To do: List all lines of the data that include the string "Mill".

Extracted information:
-.-.-

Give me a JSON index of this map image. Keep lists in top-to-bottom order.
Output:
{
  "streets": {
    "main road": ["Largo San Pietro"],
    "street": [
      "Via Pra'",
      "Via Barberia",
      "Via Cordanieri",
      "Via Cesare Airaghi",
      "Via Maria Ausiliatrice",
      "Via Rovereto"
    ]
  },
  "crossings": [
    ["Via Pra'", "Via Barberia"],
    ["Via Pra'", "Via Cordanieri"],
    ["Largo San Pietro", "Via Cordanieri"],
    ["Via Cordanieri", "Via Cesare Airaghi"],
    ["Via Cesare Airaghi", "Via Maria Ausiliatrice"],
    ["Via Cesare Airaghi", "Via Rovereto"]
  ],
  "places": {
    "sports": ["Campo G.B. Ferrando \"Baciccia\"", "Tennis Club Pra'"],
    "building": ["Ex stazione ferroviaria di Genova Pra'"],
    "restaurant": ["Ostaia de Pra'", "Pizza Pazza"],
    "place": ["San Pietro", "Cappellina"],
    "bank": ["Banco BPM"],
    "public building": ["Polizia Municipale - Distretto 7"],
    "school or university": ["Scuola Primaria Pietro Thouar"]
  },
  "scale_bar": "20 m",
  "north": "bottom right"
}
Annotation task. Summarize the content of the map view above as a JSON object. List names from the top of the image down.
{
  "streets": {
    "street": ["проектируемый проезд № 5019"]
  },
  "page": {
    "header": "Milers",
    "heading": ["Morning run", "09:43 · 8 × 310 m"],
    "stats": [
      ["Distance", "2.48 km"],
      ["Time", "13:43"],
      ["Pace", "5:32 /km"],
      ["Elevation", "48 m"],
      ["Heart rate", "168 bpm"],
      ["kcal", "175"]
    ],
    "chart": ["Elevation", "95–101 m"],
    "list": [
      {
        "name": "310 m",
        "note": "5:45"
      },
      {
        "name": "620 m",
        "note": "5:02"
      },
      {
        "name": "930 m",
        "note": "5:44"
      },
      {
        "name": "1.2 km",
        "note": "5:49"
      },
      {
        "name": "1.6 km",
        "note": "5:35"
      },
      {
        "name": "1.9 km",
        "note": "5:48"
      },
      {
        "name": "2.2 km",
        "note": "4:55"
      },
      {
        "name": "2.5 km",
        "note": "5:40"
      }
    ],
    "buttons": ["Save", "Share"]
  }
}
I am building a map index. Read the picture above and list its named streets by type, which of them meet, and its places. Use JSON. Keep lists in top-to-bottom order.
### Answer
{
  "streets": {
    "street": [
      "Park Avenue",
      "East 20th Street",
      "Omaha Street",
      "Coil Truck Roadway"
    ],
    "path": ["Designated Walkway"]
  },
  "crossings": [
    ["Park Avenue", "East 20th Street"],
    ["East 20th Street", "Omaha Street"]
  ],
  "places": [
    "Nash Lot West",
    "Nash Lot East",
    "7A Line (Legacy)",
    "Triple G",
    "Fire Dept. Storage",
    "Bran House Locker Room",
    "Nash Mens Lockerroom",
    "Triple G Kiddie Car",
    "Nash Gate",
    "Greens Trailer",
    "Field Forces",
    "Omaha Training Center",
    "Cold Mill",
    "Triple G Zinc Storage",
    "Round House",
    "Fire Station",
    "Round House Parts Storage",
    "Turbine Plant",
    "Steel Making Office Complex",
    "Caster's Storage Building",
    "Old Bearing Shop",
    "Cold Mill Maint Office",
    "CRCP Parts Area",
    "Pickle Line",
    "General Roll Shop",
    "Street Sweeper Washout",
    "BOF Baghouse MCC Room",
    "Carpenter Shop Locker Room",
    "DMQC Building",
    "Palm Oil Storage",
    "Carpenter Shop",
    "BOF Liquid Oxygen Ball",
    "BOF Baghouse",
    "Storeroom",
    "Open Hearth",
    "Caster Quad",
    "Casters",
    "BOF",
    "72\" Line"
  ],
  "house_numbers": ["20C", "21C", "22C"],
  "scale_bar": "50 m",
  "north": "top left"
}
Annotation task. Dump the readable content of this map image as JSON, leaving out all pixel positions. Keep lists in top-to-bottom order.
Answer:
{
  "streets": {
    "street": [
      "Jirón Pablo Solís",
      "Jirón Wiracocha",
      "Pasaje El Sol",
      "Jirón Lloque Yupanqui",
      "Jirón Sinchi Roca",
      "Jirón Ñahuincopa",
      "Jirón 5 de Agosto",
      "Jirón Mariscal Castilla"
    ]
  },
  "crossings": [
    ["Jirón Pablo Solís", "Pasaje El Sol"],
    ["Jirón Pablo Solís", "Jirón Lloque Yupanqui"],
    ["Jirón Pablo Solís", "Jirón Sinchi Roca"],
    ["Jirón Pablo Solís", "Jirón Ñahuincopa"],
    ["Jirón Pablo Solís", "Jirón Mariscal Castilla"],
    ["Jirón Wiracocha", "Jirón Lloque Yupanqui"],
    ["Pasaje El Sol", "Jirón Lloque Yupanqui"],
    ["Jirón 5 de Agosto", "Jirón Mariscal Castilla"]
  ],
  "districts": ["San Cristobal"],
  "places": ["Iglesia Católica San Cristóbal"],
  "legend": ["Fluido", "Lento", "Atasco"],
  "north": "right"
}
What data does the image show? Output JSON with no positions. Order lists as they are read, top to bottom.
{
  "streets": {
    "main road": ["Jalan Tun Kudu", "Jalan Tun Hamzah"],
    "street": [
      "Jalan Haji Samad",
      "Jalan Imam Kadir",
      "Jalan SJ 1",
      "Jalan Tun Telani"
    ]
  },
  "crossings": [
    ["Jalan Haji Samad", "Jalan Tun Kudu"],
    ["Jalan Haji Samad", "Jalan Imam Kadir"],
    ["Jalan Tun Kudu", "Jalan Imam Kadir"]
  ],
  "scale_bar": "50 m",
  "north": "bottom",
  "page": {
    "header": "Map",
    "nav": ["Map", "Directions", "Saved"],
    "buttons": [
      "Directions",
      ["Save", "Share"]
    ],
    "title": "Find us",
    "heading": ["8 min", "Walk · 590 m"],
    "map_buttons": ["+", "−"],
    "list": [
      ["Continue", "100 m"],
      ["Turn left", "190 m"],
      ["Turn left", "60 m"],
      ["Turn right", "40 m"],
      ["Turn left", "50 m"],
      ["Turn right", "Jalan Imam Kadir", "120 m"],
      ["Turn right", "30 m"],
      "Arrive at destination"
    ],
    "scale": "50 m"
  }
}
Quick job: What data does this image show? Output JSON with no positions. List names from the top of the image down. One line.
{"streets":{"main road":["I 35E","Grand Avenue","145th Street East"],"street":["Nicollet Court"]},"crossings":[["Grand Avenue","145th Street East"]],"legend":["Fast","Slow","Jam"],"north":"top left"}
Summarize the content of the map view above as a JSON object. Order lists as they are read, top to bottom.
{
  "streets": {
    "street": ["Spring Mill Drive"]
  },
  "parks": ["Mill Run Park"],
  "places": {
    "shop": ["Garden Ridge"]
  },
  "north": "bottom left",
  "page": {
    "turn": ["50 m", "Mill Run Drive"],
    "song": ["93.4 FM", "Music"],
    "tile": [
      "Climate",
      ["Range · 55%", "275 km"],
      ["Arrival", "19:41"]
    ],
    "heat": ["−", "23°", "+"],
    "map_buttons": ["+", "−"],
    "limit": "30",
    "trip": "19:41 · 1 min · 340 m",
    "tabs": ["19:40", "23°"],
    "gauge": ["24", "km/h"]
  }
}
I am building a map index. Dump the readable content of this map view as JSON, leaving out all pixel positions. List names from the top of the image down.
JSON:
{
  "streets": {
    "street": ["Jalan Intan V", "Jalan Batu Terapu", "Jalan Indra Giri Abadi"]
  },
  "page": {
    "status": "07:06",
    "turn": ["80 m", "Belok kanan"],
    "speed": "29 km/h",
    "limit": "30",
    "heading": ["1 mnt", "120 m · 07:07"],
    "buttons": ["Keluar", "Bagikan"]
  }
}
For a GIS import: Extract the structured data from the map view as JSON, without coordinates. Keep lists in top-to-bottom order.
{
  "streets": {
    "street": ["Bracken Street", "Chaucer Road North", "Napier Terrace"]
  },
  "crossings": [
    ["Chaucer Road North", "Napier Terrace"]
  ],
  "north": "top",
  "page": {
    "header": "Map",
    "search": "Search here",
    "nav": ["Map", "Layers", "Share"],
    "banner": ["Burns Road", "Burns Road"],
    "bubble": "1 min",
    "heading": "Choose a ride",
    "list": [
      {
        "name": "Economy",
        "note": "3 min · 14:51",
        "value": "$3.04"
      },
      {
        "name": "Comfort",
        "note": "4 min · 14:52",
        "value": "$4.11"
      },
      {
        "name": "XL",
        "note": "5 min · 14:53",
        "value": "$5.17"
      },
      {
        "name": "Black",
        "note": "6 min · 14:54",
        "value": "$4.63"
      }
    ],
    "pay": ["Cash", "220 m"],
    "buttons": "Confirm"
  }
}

-.-.-

Answer to this exercise:
    "Cold Mill",
    "Cold Mill Maint Office",
    "street": ["Spring Mill Drive"]
  "parks": ["Mill Run Park"],
    "turn": ["50 m", "Mill Run Drive"],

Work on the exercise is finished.